# [Problem statement]
Records follow. Select each line holding "translate".

# [Listed entries]
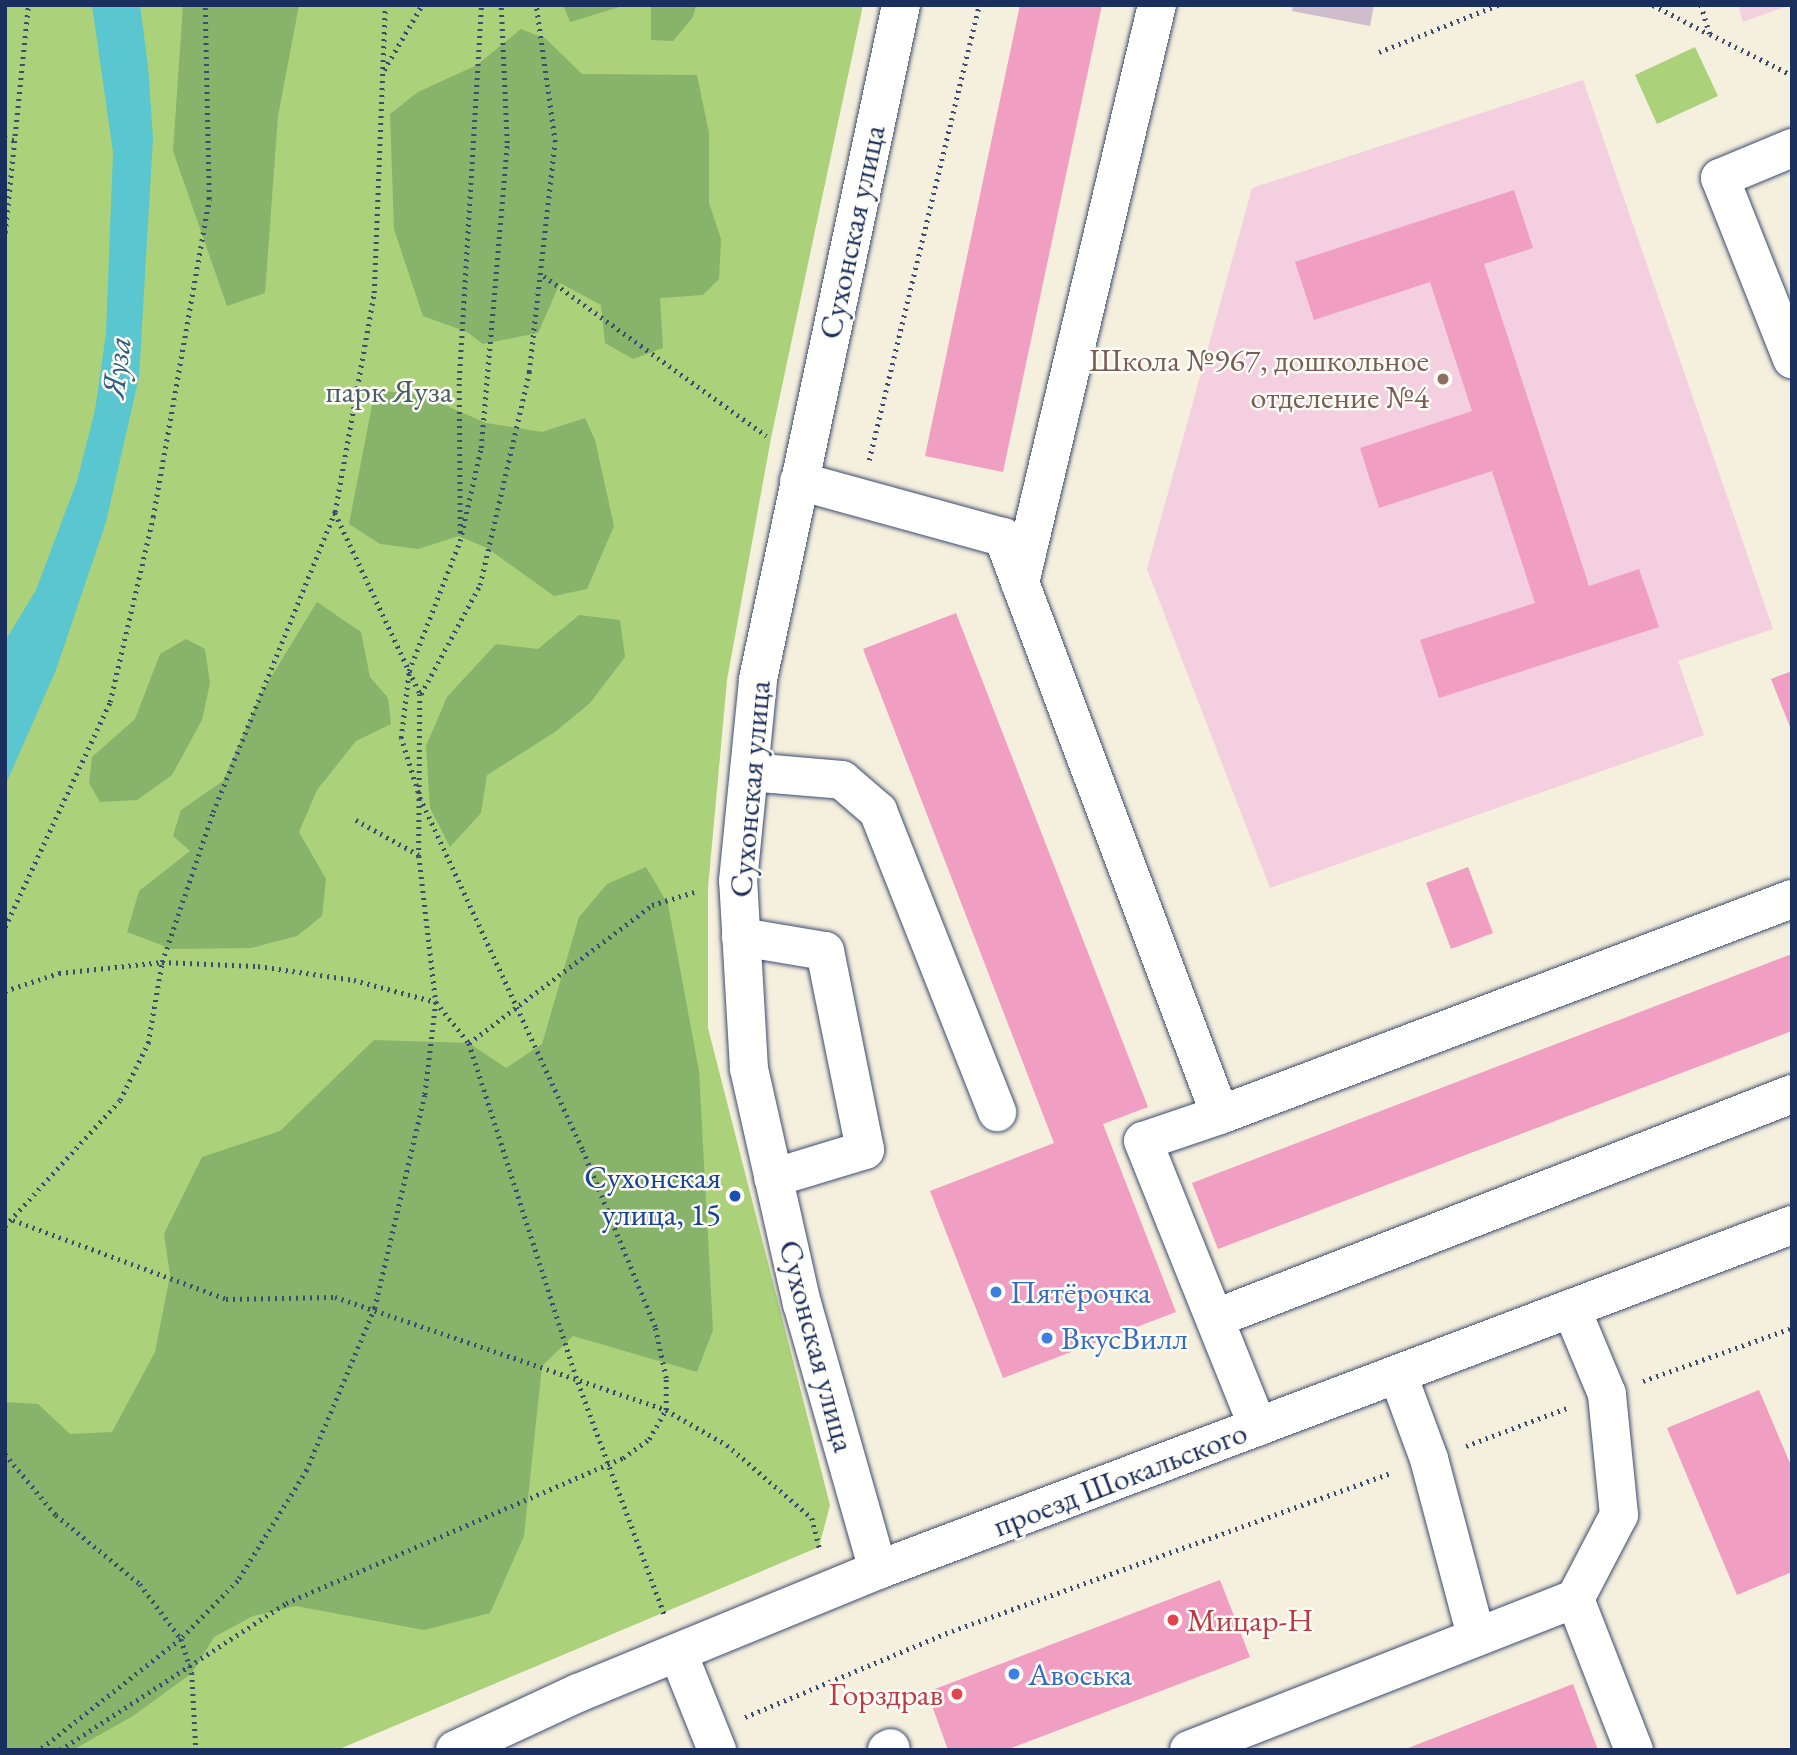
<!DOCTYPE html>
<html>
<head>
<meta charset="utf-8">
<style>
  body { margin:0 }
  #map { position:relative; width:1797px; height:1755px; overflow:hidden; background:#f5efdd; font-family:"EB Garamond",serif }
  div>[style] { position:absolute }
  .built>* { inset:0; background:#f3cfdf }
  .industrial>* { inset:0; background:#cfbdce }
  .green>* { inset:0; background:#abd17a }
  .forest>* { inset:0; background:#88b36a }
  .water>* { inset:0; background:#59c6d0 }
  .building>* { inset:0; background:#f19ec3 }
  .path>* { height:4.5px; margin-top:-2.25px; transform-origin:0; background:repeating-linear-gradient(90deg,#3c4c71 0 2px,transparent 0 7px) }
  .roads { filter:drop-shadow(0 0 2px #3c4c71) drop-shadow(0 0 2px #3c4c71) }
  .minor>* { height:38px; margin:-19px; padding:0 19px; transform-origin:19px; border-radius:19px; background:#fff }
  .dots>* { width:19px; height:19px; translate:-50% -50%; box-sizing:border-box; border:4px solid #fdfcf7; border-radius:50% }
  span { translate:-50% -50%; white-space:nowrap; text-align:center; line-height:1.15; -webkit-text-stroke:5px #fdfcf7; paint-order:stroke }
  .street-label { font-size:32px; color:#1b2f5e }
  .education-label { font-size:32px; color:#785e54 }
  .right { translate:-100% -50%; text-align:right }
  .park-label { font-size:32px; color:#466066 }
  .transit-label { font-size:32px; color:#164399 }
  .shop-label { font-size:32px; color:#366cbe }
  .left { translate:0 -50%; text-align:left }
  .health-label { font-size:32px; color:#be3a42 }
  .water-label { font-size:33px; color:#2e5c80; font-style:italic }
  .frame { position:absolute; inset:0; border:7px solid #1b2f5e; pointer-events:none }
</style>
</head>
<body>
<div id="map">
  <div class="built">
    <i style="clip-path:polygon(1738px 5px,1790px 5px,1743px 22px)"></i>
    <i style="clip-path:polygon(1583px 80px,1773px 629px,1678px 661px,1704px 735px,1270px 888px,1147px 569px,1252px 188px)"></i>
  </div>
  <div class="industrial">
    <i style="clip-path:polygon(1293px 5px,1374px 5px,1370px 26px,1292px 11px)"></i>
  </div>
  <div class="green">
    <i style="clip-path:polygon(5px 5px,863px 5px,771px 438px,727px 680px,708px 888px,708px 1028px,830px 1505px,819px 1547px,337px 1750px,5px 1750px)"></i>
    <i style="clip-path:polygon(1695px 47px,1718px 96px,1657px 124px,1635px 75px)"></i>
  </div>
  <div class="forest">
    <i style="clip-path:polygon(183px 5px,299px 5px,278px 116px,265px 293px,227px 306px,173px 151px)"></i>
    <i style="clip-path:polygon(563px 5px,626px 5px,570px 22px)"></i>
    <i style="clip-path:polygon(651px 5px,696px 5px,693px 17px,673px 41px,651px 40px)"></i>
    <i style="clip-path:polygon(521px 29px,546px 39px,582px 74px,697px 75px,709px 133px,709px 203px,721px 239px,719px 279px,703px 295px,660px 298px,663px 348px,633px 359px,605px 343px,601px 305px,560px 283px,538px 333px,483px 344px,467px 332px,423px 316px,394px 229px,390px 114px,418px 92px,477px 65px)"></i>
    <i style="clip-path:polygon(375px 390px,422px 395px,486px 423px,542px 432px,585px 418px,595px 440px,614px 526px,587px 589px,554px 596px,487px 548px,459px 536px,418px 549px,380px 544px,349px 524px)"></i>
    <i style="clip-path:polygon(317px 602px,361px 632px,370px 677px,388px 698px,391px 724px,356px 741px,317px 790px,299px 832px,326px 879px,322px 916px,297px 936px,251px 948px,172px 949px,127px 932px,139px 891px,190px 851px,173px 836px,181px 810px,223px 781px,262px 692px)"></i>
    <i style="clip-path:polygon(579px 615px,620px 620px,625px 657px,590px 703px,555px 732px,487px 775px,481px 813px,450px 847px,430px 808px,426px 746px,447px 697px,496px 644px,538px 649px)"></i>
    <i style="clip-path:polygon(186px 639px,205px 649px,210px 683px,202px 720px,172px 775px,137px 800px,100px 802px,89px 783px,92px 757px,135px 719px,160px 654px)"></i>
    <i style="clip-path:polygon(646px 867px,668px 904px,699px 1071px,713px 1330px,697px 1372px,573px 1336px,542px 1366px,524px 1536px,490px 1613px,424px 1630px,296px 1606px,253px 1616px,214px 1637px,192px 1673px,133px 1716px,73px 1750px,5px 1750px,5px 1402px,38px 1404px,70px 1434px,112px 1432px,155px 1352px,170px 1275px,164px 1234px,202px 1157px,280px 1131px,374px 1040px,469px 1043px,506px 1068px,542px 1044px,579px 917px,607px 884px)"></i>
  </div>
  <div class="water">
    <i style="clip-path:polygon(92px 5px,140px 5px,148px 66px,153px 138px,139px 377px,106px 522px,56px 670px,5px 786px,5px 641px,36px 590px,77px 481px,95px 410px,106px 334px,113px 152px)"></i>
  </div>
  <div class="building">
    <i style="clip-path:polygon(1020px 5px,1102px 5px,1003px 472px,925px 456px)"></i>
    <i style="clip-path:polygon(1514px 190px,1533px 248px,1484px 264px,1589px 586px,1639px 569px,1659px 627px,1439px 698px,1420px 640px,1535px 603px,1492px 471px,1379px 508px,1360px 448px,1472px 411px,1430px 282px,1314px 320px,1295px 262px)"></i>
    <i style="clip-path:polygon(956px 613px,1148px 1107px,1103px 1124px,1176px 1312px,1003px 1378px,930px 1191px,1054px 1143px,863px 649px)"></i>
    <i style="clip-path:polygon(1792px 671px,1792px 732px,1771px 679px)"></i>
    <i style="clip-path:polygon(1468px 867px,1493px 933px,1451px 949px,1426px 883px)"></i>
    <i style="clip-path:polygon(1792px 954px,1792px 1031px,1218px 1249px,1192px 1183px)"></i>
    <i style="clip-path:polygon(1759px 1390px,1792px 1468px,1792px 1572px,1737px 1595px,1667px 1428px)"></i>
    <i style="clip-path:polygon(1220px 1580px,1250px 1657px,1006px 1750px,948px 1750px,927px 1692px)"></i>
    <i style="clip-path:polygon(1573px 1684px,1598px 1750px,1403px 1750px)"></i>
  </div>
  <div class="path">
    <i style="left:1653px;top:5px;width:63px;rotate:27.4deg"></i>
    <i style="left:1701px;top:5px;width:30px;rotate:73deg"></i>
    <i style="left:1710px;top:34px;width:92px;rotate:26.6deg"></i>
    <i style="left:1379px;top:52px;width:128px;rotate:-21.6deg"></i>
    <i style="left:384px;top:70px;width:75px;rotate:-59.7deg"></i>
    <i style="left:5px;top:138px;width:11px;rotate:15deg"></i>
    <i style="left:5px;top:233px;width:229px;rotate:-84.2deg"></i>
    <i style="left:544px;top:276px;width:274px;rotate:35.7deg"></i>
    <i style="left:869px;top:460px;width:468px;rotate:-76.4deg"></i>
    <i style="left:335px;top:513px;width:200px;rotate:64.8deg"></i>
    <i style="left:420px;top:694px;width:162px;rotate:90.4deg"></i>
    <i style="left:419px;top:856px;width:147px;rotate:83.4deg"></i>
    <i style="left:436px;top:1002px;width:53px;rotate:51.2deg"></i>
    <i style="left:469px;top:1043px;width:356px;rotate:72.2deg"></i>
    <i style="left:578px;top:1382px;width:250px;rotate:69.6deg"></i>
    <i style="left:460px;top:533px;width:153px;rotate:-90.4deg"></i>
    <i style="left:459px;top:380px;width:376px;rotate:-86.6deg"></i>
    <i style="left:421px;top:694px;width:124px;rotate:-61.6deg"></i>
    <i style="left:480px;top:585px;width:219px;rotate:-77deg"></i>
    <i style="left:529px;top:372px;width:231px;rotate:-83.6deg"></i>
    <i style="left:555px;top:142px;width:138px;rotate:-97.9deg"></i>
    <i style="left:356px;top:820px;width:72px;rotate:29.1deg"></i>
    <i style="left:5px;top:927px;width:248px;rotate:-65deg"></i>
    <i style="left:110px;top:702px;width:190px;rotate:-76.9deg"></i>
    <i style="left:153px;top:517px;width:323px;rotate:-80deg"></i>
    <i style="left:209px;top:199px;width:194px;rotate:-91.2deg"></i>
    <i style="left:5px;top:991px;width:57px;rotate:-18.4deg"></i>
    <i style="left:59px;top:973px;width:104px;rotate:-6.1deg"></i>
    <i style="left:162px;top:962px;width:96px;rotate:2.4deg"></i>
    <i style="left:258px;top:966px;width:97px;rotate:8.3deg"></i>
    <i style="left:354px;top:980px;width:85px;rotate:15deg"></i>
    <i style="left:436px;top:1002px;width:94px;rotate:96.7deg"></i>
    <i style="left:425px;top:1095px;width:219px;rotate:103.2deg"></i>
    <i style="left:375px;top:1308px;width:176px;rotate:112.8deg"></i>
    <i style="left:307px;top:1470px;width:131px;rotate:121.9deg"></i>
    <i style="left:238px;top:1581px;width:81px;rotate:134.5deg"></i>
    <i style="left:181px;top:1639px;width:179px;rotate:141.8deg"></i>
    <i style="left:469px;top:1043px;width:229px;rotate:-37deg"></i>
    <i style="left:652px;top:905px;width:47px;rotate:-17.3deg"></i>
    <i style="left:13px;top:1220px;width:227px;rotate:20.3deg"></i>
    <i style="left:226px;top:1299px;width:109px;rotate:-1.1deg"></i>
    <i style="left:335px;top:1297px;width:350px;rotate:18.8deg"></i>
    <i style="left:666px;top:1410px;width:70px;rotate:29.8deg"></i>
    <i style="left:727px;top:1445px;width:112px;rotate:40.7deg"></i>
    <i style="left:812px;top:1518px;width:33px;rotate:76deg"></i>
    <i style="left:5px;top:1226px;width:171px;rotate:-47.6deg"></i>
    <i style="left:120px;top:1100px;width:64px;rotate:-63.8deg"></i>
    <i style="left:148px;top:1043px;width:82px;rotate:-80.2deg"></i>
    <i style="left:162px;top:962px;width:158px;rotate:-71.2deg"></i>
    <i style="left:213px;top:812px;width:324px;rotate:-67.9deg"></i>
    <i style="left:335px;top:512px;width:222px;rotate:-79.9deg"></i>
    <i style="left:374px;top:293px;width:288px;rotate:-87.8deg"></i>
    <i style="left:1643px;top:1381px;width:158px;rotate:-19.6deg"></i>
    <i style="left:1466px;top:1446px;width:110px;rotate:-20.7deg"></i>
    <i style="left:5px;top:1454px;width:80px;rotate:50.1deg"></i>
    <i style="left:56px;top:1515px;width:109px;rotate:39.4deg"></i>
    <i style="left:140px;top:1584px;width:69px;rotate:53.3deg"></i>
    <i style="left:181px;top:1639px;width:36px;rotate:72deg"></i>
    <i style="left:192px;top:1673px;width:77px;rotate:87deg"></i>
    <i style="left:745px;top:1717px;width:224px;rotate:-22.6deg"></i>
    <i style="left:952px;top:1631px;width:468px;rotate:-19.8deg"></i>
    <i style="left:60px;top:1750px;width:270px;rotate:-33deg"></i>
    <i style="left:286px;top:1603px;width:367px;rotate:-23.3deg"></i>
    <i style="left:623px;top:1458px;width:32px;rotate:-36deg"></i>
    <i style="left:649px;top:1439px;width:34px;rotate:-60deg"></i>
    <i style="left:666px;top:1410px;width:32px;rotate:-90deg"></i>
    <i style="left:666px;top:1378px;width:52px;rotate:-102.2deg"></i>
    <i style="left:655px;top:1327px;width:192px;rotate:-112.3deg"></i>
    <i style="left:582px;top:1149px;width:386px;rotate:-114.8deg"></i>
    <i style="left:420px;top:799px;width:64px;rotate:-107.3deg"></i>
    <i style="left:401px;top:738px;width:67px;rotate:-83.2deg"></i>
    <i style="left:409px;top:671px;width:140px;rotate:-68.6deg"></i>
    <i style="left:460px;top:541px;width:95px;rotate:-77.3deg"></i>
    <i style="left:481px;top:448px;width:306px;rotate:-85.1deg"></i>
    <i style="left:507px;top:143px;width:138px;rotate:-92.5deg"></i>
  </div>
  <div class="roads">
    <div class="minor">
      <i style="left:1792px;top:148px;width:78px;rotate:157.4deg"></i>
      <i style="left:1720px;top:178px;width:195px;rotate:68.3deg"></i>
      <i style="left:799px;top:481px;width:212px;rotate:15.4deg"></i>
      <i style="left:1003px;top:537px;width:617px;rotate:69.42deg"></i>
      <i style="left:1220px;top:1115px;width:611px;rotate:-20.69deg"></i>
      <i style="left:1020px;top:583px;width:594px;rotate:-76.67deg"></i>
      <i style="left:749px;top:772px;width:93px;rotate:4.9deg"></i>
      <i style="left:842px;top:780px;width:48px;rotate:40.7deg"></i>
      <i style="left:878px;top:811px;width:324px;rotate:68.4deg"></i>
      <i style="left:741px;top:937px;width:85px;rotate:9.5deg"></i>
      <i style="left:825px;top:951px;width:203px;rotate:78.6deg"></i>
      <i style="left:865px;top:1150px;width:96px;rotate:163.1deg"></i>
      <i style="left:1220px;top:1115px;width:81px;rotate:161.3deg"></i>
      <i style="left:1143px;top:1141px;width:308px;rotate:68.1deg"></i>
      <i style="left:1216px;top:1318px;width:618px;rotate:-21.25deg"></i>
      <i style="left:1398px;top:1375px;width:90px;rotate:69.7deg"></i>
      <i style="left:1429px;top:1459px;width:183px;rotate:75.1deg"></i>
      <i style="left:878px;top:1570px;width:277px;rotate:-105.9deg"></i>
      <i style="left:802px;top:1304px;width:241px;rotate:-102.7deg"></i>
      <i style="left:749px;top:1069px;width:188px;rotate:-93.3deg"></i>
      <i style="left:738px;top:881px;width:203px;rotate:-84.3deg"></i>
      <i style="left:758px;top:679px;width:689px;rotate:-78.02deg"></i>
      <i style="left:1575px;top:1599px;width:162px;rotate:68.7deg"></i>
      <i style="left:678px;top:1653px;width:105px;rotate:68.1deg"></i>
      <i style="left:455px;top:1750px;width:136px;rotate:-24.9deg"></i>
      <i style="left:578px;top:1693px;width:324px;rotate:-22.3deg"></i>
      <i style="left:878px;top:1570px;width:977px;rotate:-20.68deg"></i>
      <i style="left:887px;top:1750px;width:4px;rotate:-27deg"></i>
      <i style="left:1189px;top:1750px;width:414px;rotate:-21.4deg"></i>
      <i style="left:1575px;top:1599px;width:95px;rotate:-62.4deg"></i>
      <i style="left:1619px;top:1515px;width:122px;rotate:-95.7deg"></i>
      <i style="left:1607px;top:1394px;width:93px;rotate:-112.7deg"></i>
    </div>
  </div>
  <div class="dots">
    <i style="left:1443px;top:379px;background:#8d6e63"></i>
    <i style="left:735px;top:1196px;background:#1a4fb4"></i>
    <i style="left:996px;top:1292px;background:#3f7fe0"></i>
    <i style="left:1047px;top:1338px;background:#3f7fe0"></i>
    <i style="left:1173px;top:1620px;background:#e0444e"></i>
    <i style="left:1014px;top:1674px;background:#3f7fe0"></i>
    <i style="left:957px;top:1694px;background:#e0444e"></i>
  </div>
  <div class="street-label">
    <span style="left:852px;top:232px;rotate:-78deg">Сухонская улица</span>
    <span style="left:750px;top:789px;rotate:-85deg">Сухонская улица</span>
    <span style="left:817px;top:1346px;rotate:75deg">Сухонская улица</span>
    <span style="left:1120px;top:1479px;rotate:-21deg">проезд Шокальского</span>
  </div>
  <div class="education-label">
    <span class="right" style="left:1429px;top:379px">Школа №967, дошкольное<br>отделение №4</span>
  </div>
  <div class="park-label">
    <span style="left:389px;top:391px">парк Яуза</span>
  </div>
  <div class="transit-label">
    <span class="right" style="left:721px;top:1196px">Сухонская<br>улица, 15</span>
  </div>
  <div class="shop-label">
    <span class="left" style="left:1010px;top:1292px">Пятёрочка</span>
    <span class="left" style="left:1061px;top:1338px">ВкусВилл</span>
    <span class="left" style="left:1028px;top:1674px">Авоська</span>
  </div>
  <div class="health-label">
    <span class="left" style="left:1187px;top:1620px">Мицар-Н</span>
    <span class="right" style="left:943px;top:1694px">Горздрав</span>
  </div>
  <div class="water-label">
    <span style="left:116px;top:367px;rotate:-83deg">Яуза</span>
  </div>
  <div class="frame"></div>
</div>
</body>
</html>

# [Task output]
  .dots>* { width:19px; height:19px; translate:-50% -50%; box-sizing:border-box; border:4px solid #fdfcf7; border-radius:50% }
  span { translate:-50% -50%; white-space:nowrap; text-align:center; line-height:1.15; -webkit-text-stroke:5px #fdfcf7; paint-order:stroke }
  .right { translate:-100% -50%; text-align:right }
  .left { translate:0 -50%; text-align:left }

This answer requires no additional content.